Boroughs in the capital are concerned the situation could get even worse in the coming year due to the on-going economic impact of the Covid-19 pandemic, the capital’s high housing costs, and the chronic shortage of affordable homes.
London Councils says tackling family homelessness must be a top priority for 2022.
Analysis by the cross-party group reveals:
- The number of children living in temporary accommodation in the capital has increased by almost 60% since 2011. In 2011/12 there were 54,540 London children in temporary accommodation compared to 86,450 today (according to the latest government figures).
- London has more than double the number of children in temporary accommodation than the rest of England’s local authorities combined (37,840 compared to the London figure of 86,450).
- Families placed in temporary accommodation in London are much more likely to have dependent children. Almost 70% of London’s homeless households in temporary accommodation have at least one child (42,290 households), compared to 50% in the rest of England.
- The number of homeless London households living in temporary accommodation is at near-record levels. The latest data shows 60,830 London households living in temporary accommodation arranged by their local authority – only slightly lower than the peak in the mid-2000s.
- London Councils estimates 165,000 homeless Londoners live in temporary accommodation. This is more than the entire population of cities such as Norwich (143,000), Lancaster (146,000), or Oxford (152,400).
- London faces the most severe homelessness pressures in the country, accounting for two-thirds of England’s total temporary accommodation numbers (96,600 households).

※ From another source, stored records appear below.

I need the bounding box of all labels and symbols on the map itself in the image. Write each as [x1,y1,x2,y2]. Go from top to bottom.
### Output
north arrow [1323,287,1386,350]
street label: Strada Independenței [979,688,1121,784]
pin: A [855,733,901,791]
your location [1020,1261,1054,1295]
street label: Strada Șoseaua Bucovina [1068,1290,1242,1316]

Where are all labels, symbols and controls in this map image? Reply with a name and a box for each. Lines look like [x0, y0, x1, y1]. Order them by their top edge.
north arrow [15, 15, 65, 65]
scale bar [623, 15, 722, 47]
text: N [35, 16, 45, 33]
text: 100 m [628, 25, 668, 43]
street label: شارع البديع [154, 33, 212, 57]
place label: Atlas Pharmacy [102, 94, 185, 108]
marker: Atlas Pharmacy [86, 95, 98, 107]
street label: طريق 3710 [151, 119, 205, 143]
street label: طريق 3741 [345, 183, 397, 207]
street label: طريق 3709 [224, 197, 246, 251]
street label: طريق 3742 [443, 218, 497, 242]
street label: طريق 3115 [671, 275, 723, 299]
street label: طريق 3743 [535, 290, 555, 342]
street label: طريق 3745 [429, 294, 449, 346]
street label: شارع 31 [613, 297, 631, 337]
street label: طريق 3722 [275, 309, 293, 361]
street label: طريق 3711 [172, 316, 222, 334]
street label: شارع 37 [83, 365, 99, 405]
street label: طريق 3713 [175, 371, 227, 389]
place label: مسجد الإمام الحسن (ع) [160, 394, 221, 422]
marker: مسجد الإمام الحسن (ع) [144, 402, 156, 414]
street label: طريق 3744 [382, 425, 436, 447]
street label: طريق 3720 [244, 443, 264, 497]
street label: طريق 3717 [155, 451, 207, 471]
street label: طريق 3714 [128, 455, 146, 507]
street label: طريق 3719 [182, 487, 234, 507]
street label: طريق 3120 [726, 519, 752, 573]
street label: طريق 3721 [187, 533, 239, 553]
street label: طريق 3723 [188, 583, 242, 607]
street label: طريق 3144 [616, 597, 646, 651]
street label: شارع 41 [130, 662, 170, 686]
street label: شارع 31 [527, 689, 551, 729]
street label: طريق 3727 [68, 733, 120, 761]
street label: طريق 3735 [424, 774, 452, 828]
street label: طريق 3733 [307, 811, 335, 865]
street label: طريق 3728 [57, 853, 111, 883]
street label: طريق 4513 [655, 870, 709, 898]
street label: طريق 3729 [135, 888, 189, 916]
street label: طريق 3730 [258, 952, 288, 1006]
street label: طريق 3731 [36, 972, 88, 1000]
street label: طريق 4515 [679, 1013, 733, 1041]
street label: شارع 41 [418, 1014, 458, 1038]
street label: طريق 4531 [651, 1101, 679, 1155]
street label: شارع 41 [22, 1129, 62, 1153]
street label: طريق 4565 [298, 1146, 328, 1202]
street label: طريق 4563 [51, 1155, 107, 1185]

Londoners are ten times more likely to be living in temporary accommodation than residents of anywhere else in England.
London Councils estimates boroughs spend a total of just under £1 billion on homelessness each year. Over 80% of this spending is on temporary accommodation, which is increasingly expensive in the capital.
The group, which represents all 32 boroughs and the City of London Corporation, wants more priority given to tackling family homelessness. While boroughs share the government’s ambitions on reducing homelessness, it points to several policy changes needed at a national level to help make this happen.
Cllr Darren Rodwell, London Councils’ Executive Member for Housing & Planning, said:
“These are painful figures. Every child deserves a permanent home, but over 86,000 London children are set to spend Christmas in temporary accommodation.
“We’re hugely concerned by the high numbers of homeless families in the capital. This type of homelessness isn’t so visible, so many people aren’t aware how bad things have become. The continuing economic impact of Covid-19 and the shortage of affordable homes could make the situation even worse.
“Boroughs do all we can to support homeless families but we need ministers to make this a top priority for 2022. We’re urging the government to do more to ensure the welfare system helps families meet their housing costs and prevents them becoming homeless, as well as increasing investment in building affordable homes.”
London Councils is calling for:
- Improvements to the welfare system’s ability to help low-income Londoners meet their housing costs. These include ending the five-week wait for Universal Credit payments to begin; restoring government funding for councils’ local welfare assistance schemes supporting residents in financial crisis; and increasing Discretionary Housing Payment funding.
- A strengthening of local authorities’ ability to invest in council housebuilding. London Councils wants to see an end to all Treasury restrictions on how boroughs’ use the money raised from Right to Buy sales, so that instead of going to the Treasury every penny raised from council house sales can be reinvested in local housebuilding. The government should also confirm social rent levels for at least the next ten years to aid boroughs’ financial planning.
- Increased grant funding through the Affordable Housing Programme to cover a greater proportion of scheme costs and support an increase of new housing supply.